UK Transport Emissions to Overshoot Carbon Budget

UK transport emissions are set to overshoot the Climate Change Committee’s (CCC’s) 6th and 7th Carbon Budgets.
That’s the conclusion of a new report, Overshoot, by Greg Marsden of the University of Leeds.
Carbon Reduction
The government’s Carbon Budget & Growth Delivery Plan (CBGDP) is around 15% less ambitious than the CCC’s 7th Carbon Budget (which itself is less ambitious than the 6th Carbon Budget).
The CBGDP plans for another 10 million vehicles by 2050, a trajectory far higher than the current trend. The DfT is therefore over-estimating growth in vehicle ownership.

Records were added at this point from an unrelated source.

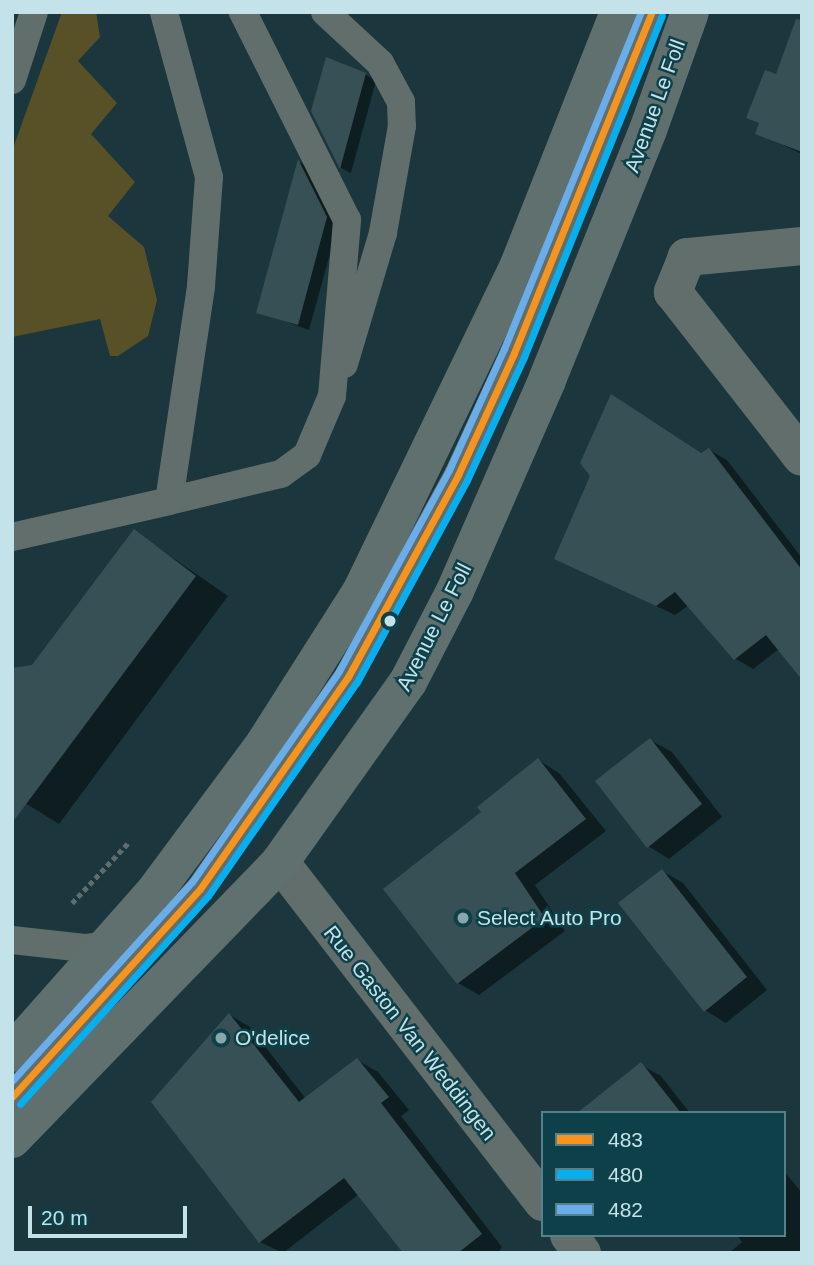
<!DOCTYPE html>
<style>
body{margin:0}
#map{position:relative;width:814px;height:1265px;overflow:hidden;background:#1b373d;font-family:Arial,sans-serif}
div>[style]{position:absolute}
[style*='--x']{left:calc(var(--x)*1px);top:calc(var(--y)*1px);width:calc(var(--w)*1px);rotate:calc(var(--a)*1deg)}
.green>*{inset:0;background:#585027}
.shadow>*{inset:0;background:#0007}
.building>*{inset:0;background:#375055}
.path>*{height:4.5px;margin-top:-2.25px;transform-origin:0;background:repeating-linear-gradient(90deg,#5e6d6d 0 5px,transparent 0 8.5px)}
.service>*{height:28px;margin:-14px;padding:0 14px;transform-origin:14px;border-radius:14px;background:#626e6c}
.minor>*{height:38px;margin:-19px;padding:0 19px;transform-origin:19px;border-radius:19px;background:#626e6c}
.secondary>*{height:38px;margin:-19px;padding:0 19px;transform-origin:19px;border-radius:19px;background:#60706f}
.bus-1>*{height:7px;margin:-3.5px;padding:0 3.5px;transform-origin:3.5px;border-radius:3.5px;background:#f7941d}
.bus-2>*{height:7px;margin:-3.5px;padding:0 3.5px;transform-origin:3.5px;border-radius:3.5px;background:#06afef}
.bus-3>*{height:7px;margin:-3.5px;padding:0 3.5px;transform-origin:3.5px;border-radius:3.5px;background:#69adea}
.dots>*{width:19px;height:19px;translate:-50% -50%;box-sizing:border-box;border:4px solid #0e404a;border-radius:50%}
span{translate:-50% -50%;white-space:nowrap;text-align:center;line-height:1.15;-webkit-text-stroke:5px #0e404a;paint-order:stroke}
.street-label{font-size:21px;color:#c4e2e9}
.poi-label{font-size:21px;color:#c4e2e9}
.left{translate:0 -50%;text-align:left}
.frame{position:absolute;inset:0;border:14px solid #c4e2e9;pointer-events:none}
.legend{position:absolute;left:541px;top:1111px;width:245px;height:126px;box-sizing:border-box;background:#0e404a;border:2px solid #57818a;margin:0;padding:9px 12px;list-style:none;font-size:21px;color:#c4e2e9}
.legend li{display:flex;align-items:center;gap:14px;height:35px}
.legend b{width:35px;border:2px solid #57818a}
.scale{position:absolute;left:28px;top:1206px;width:159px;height:32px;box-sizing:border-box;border:4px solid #c4e2e9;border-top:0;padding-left:9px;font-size:21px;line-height:24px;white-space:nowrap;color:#c4e2e9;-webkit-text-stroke:5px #0e404a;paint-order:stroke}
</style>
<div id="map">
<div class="green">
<i style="clip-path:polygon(62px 12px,96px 12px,100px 37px,78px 61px,117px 103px,91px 134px,135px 182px,108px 216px,144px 247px,157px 300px,148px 336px,118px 356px,110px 356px,100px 319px,12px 337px,12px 151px)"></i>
</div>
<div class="shadow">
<i style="clip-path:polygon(365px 74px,376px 81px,351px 173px,341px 168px,313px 111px)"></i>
<i style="clip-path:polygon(802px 85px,802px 154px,757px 133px)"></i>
<i style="clip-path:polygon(299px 162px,309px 168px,338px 225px,309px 330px,259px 312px)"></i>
<i style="clip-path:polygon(709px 450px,727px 460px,802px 558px,802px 678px,779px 649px,753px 669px,736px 659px,689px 605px,675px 615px,556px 558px)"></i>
<i style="clip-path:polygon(134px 531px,228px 596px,59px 824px,12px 795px,22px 681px)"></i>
<i style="clip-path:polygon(650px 740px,672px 752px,722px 817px,669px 859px,648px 846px)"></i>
<i style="clip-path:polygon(538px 760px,559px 773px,606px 831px,535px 885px,565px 931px,479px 995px,458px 983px,483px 812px)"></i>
<i style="clip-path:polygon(662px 871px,683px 883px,767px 990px,726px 1023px,705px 1010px)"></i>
<i style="clip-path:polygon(230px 1015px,250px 1027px,306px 1099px,357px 1060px,378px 1072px,409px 1110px,401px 1116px,502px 1247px,498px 1253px,405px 1253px,359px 1194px,283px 1253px,260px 1242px)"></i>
<i style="clip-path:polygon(641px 1065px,661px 1076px,690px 1113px,595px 1113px)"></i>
<i style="clip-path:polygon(784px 1171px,802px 1193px,802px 1253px,729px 1253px,742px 1242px,737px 1235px,784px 1235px)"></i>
</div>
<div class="building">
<i style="clip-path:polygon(796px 19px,802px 20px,802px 152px,755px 134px,759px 123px,746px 118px,765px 70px,776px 74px)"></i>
<i style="clip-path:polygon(326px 57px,366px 73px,340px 169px,311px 111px)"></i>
<i style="clip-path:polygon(298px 159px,327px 217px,298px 325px,256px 313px)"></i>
<i style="clip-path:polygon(611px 394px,701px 453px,709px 448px,802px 570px,802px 680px,766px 635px,734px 660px,675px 592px,656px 606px,554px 559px,590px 476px,580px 463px)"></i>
<i style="clip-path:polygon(134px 529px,196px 576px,12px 823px,12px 668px,32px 665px)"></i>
<i style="clip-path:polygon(650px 738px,702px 804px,647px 848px,595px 781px)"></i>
<i style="clip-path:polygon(538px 758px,586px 819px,515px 873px,545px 918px,457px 984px,383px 889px,481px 812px,477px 807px)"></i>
<i style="clip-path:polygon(662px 869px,747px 977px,704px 1012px,618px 903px)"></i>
<i style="clip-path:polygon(229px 1013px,299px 1102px,357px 1058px,389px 1097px,381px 1103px,482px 1234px,458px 1253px,403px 1253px,344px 1178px,259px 1243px,151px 1102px)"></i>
<i style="clip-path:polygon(641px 1062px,681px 1113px,577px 1113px)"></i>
</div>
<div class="path">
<i style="--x:72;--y:903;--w:82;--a:-47"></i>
</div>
<div class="service">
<i style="--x:325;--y:12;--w:75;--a:42.8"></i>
<i style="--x:380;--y:63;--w:44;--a:61.7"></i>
<i style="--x:401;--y:102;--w:24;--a:88"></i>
<i style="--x:402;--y:126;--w:109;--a:100.1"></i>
<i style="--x:383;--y:233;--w:137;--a:106.6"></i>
<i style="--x:12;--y:80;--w:71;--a:-72.1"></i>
<i style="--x:169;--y:501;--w:115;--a:-13.6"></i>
<i style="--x:281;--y:474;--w:32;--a:-36"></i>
<i style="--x:307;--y:455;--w:64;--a:-67"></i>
<i style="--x:332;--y:396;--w:177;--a:-85.1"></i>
<i style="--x:347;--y:220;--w:233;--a:-116.6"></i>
<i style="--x:12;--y:537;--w:161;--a:-12.9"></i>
<i style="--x:169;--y:501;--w:217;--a:-81.5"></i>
<i style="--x:201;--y:286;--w:109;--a:-85.8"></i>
<i style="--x:209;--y:177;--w:171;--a:-105.3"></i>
<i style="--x:12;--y:940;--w:73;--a:6.3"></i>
<i style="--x:85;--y:948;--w:27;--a:-8"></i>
<i style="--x:12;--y:1097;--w:280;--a:-47.9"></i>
<i style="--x:200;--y:889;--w:259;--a:-55.1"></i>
<i style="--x:348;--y:677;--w:230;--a:-61.4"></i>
<i style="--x:458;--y:475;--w:134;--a:-65.3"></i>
<i style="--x:514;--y:353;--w:368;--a:-68"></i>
</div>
<div class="minor">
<i style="--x:802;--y:246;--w:116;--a:174.5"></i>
<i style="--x:687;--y:257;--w:38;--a:112"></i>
<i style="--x:673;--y:292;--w:209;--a:52"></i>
<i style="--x:280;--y:862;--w:430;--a:52.3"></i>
<i style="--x:569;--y:1235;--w:22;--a:54"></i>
</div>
<div class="secondary">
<i style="--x:12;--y:1053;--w:217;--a:-48.5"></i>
<i style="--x:156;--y:890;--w:183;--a:-53.4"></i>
<i style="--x:265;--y:743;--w:179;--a:-57.6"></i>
<i style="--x:361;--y:592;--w:363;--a:-64.2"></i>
<i style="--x:519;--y:265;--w:272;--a:-68.4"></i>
<i style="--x:12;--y:1139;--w:385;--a:-45.9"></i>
<i style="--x:280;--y:862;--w:221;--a:-54.6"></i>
<i style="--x:408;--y:682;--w:102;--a:-62.7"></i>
<i style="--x:455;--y:591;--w:230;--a:-66.4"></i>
<i style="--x:547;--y:380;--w:270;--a:-68"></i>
<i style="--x:648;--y:130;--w:125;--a:-70.4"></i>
</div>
<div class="bus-1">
<i style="--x:12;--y:1097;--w:280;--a:-47.9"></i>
<i style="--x:200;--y:889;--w:259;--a:-55.1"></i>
<i style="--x:348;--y:677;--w:230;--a:-61.4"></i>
<i style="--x:458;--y:475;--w:134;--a:-65.3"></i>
<i style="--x:514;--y:353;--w:368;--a:-68"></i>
</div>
<div class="bus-2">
<i style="--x:20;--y:1104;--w:280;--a:-47.9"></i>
<i style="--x:208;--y:896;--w:261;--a:-55.2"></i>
<i style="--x:357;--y:682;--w:230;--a:-61.4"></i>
<i style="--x:467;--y:480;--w:136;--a:-65.1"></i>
<i style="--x:524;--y:357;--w:368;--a:-68"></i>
</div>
<div class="bus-3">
<i style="--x:12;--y:1081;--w:268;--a:-47.9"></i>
<i style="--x:192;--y:882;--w:257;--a:-55.1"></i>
<i style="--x:339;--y:671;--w:229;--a:-61.3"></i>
<i style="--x:449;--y:470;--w:133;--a:-65.6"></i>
<i style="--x:504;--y:349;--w:364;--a:-67.9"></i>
</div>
<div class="dots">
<i style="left:390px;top:621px;background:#c4e2e9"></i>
<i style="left:463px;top:918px;background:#89a6ad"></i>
<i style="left:221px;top:1038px;background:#89a6ad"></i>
</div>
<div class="street-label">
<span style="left:655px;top:106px;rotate:-70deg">Avenue Le Foll</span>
<span style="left:434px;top:627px;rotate:-63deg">Avenue Le Foll</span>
<span style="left:410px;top:1033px;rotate:52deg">Rue Gaston Van Weddingen</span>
</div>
<div class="poi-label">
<span class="left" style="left:477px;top:918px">Select Auto Pro</span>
<span class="left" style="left:235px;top:1038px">O'delice</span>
</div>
<div class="frame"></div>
<ul class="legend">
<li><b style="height:9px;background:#f7941d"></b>483</li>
<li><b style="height:9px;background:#06afef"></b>480</li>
<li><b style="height:9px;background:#69adea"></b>482</li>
</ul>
<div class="scale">20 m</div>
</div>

Because the government is over-estimating vehicle sales, it is over-estimating electric vehicle adoption.
Also, although Battery Electric Vehicles (BEVs) will make up most new vehicles, they are more carbon-intensive to manufacture than Internal Combustion Engine (ICE) cars.
Manufacturing emissions may be accounted for under a different heading to transport emissions, but they are still a consequence of transport policy.
Road Traffic Levels
Although the government thinks there will be far more vehicles, they expect them to be driven 14% less by 2050.
Previous research has shown that for transport emissions to come within the Carbon Budgets, there must be an absolute reduction in vehicle miles travelled of at least 20%.
However, government policy in the CBGDP for the period 2025-2040 is for traffic levels only 1% lower than business as usual (represented by the National Road Traffic Forecast).
This means 16% more traffic in 2040 than in 2025.
It also means that the DfT is planning for annual growth in car traffic which is more than double the actual rate from 2000 to 2024.
Although the population is increasing, distance driven per person is going down.

The report’s conclusion is:
‘There is no serious commitment to road traffic reduction either in relative or absolute terms implied in the CBGDP’.
It’s worth adding that the National Road Traffic Projections lead to a 27% rise in congestion by 2060, which impacts on productivity and growth.
Conclusions
The CBGDP represents an overshoot of 223MtC compared with the 7th Carbon Budget.
Even slippage in BEV adoption targets of two years leads to an overshoot of 425MtC. That corresponds to the whole of the carbon budget for transport for 2031 to 2050.
From one government delivery plan to the next, the level of ambition on carbon reduction from surface transport diminishes.
Road traffic reduction is the main tool to get us back on track.
The report also suggests:
- fewer cars which are more shared between households or communities
- carbon impacts of new roads being a determining factor in whether to go ahead
- transport planning should be done on the basis of more realistic assumptions about vehicle ownership, road traffic growth and fleet turnover
- honest but ambitious pathways for reducing traffic growth
- establish a task force to explore new mobility solutions
In relation to reducing traffic growth, the report notes that under new Local Transport Plan guidance, local authorities will be obliged to report Quantifiable Carbon Reductions (QCRs) from their actions.
QCRs are also part of Integrated Settlements with Mayoral Combined Authorities.